Segment Start: ENTRIES PROVIDED

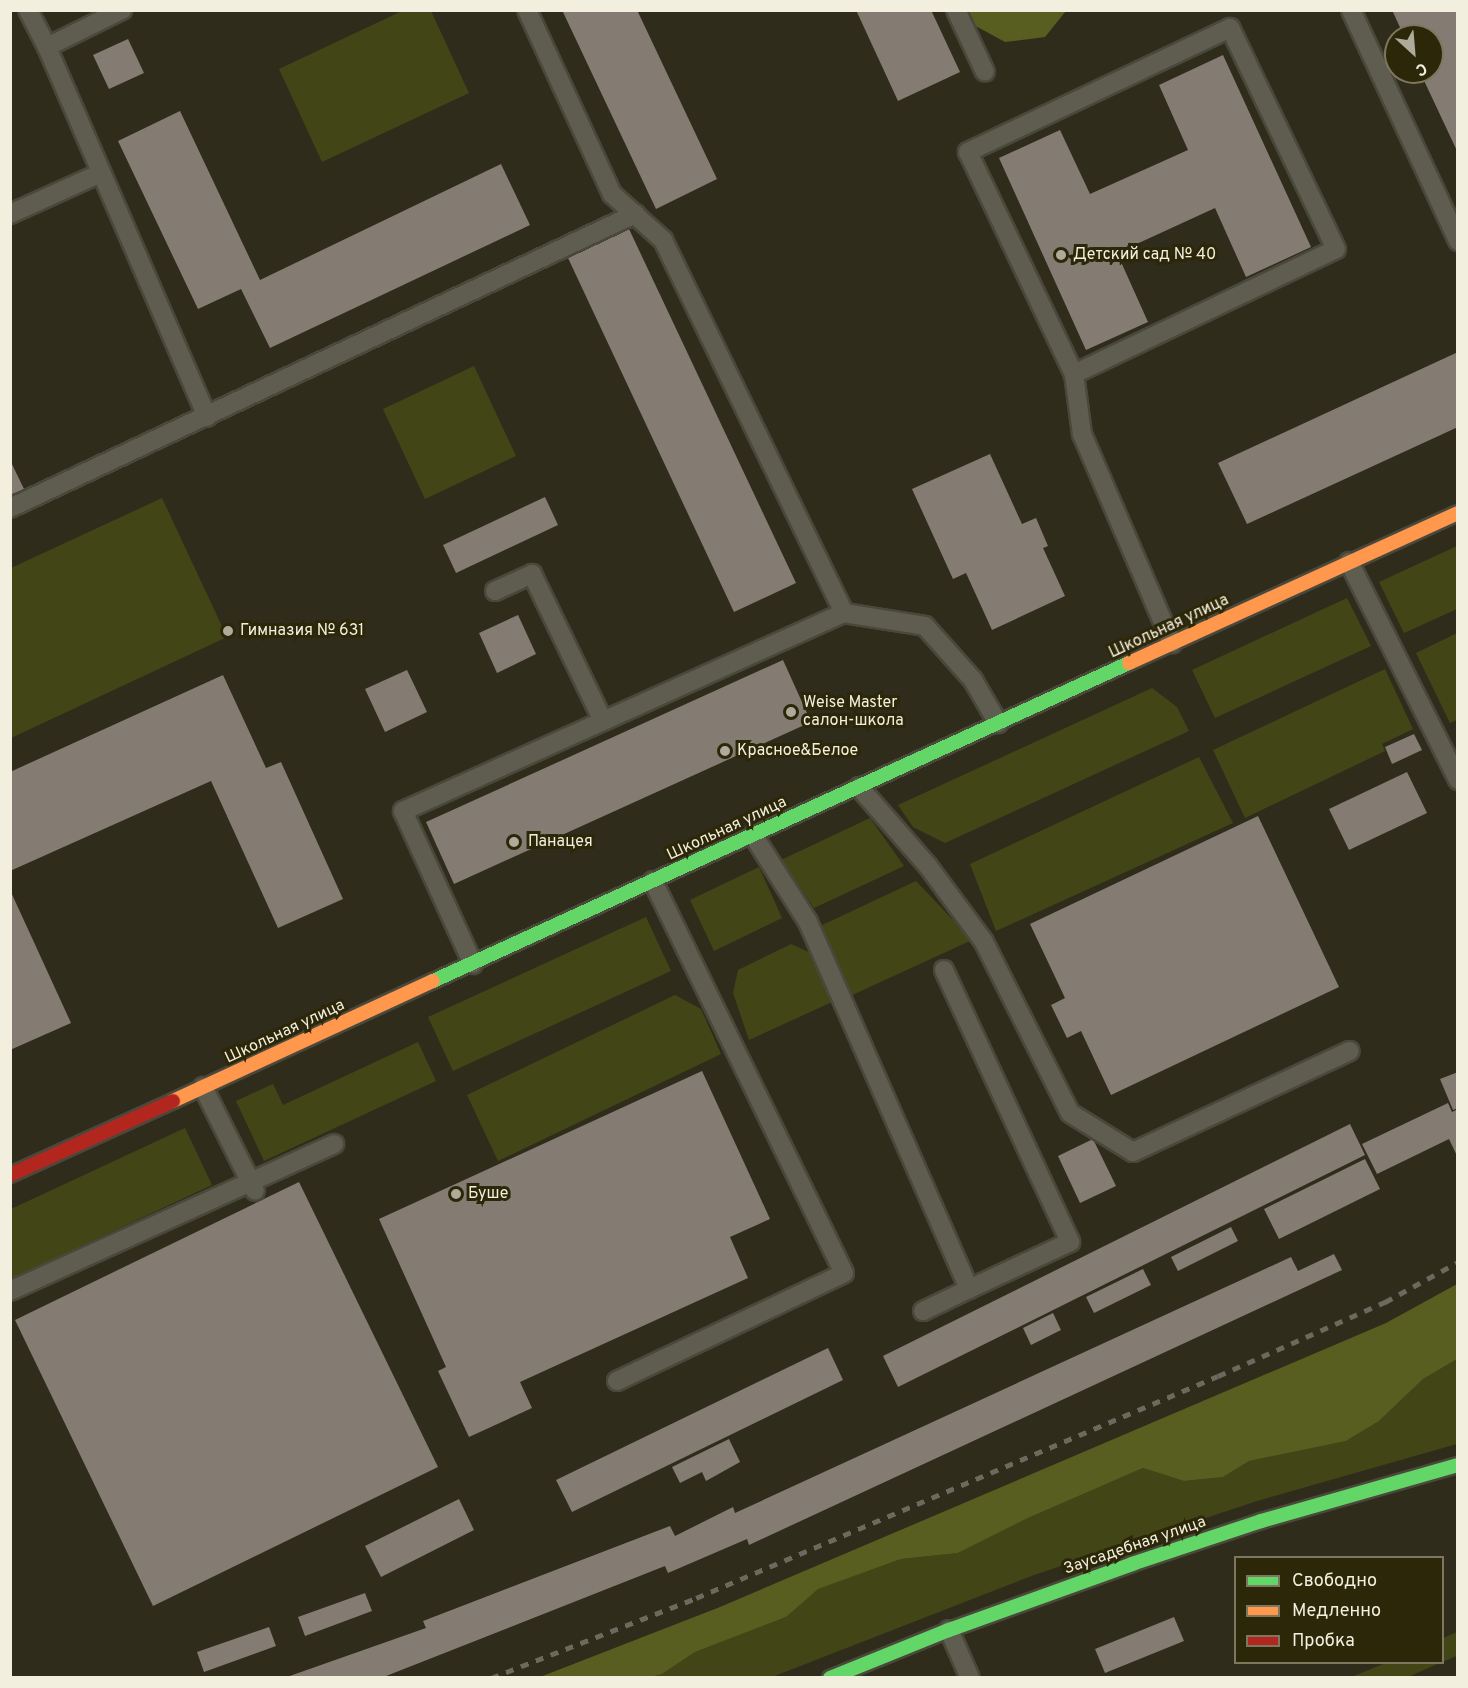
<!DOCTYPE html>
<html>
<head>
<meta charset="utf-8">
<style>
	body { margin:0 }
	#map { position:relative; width:1468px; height:1688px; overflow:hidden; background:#2f2c1c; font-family:Overpass,sans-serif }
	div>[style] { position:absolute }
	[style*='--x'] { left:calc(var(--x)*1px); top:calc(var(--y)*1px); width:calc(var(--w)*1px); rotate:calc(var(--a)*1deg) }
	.green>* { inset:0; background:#424617 }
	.forest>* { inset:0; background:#585e1f }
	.building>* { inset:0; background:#847c72 }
	.roads { filter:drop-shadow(2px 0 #4a483b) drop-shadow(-2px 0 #4a483b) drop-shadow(0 2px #4a483b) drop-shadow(0 -2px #4a483b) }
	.lane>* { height:18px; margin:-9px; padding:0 9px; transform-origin:9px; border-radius:9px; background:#5f5d50 }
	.fast>* { height:14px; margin:-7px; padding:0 7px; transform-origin:7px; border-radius:7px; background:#63d668 }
	.slow>* { height:14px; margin:-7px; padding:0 7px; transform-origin:7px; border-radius:7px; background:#ff974d }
	.jam>* { height:14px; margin:-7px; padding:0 7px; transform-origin:7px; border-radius:7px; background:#b3261e }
	.rail>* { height:4.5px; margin-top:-2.25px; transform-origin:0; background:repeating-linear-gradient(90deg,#6c6a5f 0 8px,transparent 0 16px) }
	.dots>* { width:16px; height:16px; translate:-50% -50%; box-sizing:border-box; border:3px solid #2d2709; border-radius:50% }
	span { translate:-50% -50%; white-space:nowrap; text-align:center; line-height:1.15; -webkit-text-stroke:6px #2d2709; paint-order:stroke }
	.poi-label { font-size:16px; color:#f2efde }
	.left { translate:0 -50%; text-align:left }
	.street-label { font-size:16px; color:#f2efde }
	.frame { position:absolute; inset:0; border:12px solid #f2efde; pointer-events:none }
	.legend { position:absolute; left:1234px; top:1556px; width:210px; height:108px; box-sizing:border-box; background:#2d2709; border:2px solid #7c775e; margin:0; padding:8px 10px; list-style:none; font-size:18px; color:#f2efde }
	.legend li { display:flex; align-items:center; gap:12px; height:30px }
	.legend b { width:30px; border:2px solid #7c775e }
	.north { position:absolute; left:1384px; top:24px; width:60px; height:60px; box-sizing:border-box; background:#2d2709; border:2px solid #7c775e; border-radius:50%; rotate:154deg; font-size:16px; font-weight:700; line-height:24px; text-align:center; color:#f2efde }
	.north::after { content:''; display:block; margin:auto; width:21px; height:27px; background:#aeab9a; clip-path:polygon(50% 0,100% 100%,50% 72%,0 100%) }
</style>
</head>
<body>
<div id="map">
	<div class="green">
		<i style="clip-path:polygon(404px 10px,431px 11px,469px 93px,322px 162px,279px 69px)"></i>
		<i style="clip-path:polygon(474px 366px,516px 456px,425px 499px,383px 409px)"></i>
		<i style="clip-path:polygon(162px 498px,227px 637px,11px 738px,11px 568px)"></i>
		<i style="clip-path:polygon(1457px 546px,1457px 609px,1404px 633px,1379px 582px)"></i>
		<i style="clip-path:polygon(1347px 598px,1371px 646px,1215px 718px,1192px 670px)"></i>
		<i style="clip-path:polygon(1457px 633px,1457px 720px,1450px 723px,1416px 653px)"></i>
		<i style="clip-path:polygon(1385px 669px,1413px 729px,1382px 744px,1385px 751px,1245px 818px,1213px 750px)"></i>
		<i style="clip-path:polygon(1152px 688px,1177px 707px,1189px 731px,945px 843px,913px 827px,898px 805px)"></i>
		<i style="clip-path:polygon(1199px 757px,1233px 823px,996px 931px,970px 864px)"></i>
		<i style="clip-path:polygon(870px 818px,904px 866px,814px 908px,781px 860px)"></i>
		<i style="clip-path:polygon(759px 867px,782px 918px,714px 951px,690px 900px)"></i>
		<i style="clip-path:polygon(916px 881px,972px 940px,848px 997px,818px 927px)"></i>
		<i style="clip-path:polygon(646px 917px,671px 971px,453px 1071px,428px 1017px)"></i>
		<i style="clip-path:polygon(791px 944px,811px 953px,832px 1002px,749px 1040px,733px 993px,738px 970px)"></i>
		<i style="clip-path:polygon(675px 995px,701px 1009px,721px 1054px,498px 1161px,467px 1095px)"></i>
		<i style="clip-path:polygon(418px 1042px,436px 1081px,264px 1161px,236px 1101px,273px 1084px,283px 1105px)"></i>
		<i style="clip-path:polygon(185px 1128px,212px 1185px,11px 1279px,11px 1209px)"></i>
		<i style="clip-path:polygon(1457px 1359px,1457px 1444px,1257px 1501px,1034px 1575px,772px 1677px,647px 1678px,662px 1674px,695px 1652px,786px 1617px,817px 1589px,901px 1559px,958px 1553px,1028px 1518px,1143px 1468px,1184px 1481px,1223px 1477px,1249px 1461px,1346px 1441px,1379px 1421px,1423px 1379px)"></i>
		<i style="clip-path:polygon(1457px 1632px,1457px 1656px,1442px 1662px,1443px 1638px)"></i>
		<i style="clip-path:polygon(1442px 1662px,1408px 1677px,1351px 1677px,1386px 1663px)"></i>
	</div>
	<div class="forest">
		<i style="clip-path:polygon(957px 11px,1066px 11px,1045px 37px,1005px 42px,961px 18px)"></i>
		<i style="clip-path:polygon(1457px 1284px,1457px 1359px,1423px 1379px,1379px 1421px,1346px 1441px,1249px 1461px,1223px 1477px,1184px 1481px,1143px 1468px,1028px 1518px,958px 1553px,901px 1559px,818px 1589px,786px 1617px,695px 1652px,662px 1674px,647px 1678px,540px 1677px,720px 1607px,1386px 1323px)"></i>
	</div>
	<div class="building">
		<i style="clip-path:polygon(562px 10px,637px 10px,717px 179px,656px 209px)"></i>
		<i style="clip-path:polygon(856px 10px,931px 10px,960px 72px,898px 101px)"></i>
		<i style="clip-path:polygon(1392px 10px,1458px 10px,1458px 153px,1420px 72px,1432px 72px,1432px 36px,1404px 36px)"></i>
		<i style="clip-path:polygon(128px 39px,144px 73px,109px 89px,93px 55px)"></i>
		<i style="clip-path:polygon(1223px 55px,1311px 247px,1246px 277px,1215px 208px,1117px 253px,1148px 322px,1086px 350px,999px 158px,1060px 130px,1090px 194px,1188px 150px,1159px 85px)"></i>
		<i style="clip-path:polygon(180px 111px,260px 280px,501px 164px,530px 225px,270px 348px,241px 289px,198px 309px,118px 141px)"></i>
		<i style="clip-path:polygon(629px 229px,796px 583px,734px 612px,568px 258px)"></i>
		<i style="clip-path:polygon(1458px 352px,1458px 427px,1247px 524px,1218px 463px)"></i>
		<i style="clip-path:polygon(990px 454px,1022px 524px,1036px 518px,1048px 546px,1043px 548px,1065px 596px,992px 630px,966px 573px,953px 579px,912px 489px)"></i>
		<i style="clip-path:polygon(10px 460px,24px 489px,10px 495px)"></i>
		<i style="clip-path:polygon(545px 497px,558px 525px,456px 573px,443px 545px)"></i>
		<i style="clip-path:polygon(518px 615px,536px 654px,497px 673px,479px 633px)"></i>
		<i style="clip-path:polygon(783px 660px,811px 722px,454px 884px,426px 822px)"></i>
		<i style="clip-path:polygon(407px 670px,427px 712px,385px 732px,365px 689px)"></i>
		<i style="clip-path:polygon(223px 675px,266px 768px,281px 762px,343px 899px,278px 928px,211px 781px,10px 871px,10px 772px)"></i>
		<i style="clip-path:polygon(1414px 734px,1422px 750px,1392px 764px,1385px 747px)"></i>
		<i style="clip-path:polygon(1407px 772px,1427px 813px,1349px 850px,1329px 809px)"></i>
		<i style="clip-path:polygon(1258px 816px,1339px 987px,1111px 1095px,1081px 1031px,1067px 1038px,1051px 1005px,1065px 998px,1030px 924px)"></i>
		<i style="clip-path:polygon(10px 890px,71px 1023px,10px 1050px)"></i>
		<i style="clip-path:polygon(702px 1071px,770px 1219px,730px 1237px,748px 1278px,520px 1382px,532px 1408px,469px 1437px,438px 1371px,446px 1367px,379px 1219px)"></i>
		<i style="clip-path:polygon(1458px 1072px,1458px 1108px,1453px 1110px,1440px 1079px)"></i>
		<i style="clip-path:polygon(1448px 1103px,1452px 1112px,1458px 1109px,1458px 1158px,1449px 1139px,1377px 1174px,1362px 1144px)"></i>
		<i style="clip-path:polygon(1350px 1124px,1365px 1155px,898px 1387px,883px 1356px)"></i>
		<i style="clip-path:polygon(1093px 1139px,1116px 1186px,1080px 1203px,1058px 1156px)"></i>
		<i style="clip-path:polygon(1365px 1159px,1380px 1189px,1279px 1239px,1264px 1209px)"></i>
		<i style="clip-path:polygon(299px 1182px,438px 1467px,153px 1606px,15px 1320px)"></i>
		<i style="clip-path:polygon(1231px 1227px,1238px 1241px,1178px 1271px,1171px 1257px)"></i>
		<i style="clip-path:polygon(1334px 1254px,1342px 1270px,749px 1545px,747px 1539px,668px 1573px,665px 1566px,381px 1678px,284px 1678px,426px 1628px,423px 1621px,670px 1526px,675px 1536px,733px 1507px,735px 1513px,1291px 1257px,1298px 1271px)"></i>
		<i style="clip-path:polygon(1143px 1269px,1151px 1285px,1094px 1313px,1086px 1297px)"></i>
		<i style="clip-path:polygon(1053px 1313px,1061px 1330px,1031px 1345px,1023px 1328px)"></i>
		<i style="clip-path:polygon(828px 1348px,843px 1380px,572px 1512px,556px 1480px)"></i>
		<i style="clip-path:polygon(729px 1439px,740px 1462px,706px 1481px,702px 1472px,680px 1483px,672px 1467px)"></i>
		<i style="clip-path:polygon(459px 1499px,474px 1530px,381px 1577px,365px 1546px)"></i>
		<i style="clip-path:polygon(365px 1593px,372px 1611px,305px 1636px,298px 1617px)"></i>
		<i style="clip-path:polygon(1174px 1617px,1184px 1641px,1105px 1673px,1095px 1649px)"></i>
		<i style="clip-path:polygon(269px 1627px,276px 1646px,204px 1672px,197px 1652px)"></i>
	</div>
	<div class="roads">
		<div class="lane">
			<i style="--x:28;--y:10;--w:42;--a:62.8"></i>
			<i style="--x:47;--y:47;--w:403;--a:66.6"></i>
			<i style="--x:527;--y:10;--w:203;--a:65.2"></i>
			<i style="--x:612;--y:194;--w:69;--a:42"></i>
			<i style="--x:663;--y:240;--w:415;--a:64.1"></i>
			<i style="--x:844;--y:613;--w:82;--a:9.1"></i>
			<i style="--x:925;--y:626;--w:72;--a:48.4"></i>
			<i style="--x:973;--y:680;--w:50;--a:59.8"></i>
			<i style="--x:956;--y:10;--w:68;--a:64.9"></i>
			<i style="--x:1351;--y:10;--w:255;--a:65.1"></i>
			<i style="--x:47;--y:47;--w:84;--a:-26.3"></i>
			<i style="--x:10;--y:214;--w:100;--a:-24.3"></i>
			<i style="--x:1074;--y:374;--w:290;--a:-25.5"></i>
			<i style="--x:1336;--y:249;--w:245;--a:-115.6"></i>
			<i style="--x:1230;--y:28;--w:290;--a:154.7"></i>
			<i style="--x:968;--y:152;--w:246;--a:64.5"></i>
			<i style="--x:1074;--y:374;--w:61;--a:82.4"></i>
			<i style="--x:1082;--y:434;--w:228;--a:66.7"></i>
			<i style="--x:10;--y:508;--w:691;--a:-25.19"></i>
			<i style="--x:1349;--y:562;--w:244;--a:63.4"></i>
			<i style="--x:495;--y:591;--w:41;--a:-24.7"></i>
			<i style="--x:532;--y:574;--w:163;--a:64.2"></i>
			<i style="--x:859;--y:787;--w:105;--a:48.9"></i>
			<i style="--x:928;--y:866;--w:94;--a:53.6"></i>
			<i style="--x:984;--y:942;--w:191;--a:63.3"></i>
			<i style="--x:1070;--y:1113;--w:74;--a:31.8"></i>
			<i style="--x:1133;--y:1152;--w:239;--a:-25"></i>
			<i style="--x:753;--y:835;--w:103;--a:57.7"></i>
			<i style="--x:808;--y:922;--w:401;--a:66.3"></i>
			<i style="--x:969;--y:1289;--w:51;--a:154.4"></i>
			<i style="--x:473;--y:964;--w:168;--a:-114.6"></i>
			<i style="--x:403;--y:811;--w:483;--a:-24.2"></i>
			<i style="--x:944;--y:970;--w:300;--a:65.1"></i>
			<i style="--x:1070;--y:1242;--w:111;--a:155"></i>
			<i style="--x:203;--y:1087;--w:116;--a:63.4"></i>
			<i style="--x:10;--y:1291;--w:356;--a:-24.4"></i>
			<i style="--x:617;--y:1381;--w:251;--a:-25.4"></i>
			<i style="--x:844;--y:1273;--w:436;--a:-116"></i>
			<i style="--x:949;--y:1630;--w:52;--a:66.4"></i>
		</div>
		<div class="fast">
			<i style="--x:433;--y:981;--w:765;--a:-24.56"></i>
			<i style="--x:830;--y:1678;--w:128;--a:-22"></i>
			<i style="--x:949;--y:1630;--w:195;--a:-19.8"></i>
			<i style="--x:1132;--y:1564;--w:136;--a:-18.4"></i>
			<i style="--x:1261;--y:1521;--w:205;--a:-15.9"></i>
		</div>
		<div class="slow">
			<i style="--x:1129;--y:663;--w:362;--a:-24.5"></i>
			<i style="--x:173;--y:1101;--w:286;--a:-24.8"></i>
		</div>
		<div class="jam">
			<i style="--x:10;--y:1175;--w:179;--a:-24.4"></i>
		</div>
	</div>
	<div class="rail">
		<i style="--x:491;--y:1678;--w:220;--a:-21.3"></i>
		<i style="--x:696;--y:1598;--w:567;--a:-23.04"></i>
		<i style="--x:1218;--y:1376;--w:183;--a:-23.9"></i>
		<i style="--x:1385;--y:1302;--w:83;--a:-28.7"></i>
	</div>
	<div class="dots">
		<i style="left:1061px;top:255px;background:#aeab9a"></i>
		<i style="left:228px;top:631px;background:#aeab9a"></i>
		<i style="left:791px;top:712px;background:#aeab9a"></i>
		<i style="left:725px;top:751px;background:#aeab9a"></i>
		<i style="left:514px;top:842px;background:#aeab9a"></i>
		<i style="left:456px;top:1194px;background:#aeab9a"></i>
	</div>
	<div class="poi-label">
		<span class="left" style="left:1073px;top:255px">Детский сад № 40</span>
		<span class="left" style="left:240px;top:631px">Гимназия № 631</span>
		<span class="left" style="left:803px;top:712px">Weise Master<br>салон-школа</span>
		<span class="left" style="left:737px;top:751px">Красное&amp;Белое</span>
		<span class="left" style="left:528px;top:842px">Панацея</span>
		<span class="left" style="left:468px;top:1194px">Буше</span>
	</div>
	<div class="street-label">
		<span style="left:1169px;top:627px;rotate:-25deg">Школьная улица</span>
		<span style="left:727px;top:829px;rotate:-25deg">Школьная улица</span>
		<span style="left:285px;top:1032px;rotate:-25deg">Школьная улица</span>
		<span style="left:1135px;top:1546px;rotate:-19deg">Заусадебная улица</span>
	</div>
	<div class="frame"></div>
	<ul class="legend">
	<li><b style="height:8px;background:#63d668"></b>Свободно</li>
	<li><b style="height:8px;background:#ff974d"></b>Медленно</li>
	<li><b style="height:8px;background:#b3261e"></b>Пробка</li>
	</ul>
	<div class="north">С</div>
</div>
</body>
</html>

Segment End: ENTRIES PROVIDED

PROBLEM TO SOLVE
Reproduce exactly the entries from their first line through the line containing "width:16px; height:16px; translate:-50%", including both, and omit any pictures.

SOLUTION TO THIS TASK
<!DOCTYPE html>
<html>
<head>
<meta charset="utf-8">
<style>
	body { margin:0 }
	#map { position:relative; width:1468px; height:1688px; overflow:hidden; background:#2f2c1c; font-family:Overpass,sans-serif }
	div>[style] { position:absolute }
	[style*='--x'] { left:calc(var(--x)*1px); top:calc(var(--y)*1px); width:calc(var(--w)*1px); rotate:calc(var(--a)*1deg) }
	.green>* { inset:0; background:#424617 }
	.forest>* { inset:0; background:#585e1f }
	.building>* { inset:0; background:#847c72 }
	.roads { filter:drop-shadow(2px 0 #4a483b) drop-shadow(-2px 0 #4a483b) drop-shadow(0 2px #4a483b) drop-shadow(0 -2px #4a483b) }
	.lane>* { height:18px; margin:-9px; padding:0 9px; transform-origin:9px; border-radius:9px; background:#5f5d50 }
	.fast>* { height:14px; margin:-7px; padding:0 7px; transform-origin:7px; border-radius:7px; background:#63d668 }
	.slow>* { height:14px; margin:-7px; padding:0 7px; transform-origin:7px; border-radius:7px; background:#ff974d }
	.jam>* { height:14px; margin:-7px; padding:0 7px; transform-origin:7px; border-radius:7px; background:#b3261e }
	.rail>* { height:4.5px; margin-top:-2.25px; transform-origin:0; background:repeating-linear-gradient(90deg,#6c6a5f 0 8px,transparent 0 16px) }
	.dots>* { width:16px; height:16px; translate:-50% -50%; box-sizing:border-box; border:3px solid #2d2709; border-radius:50% }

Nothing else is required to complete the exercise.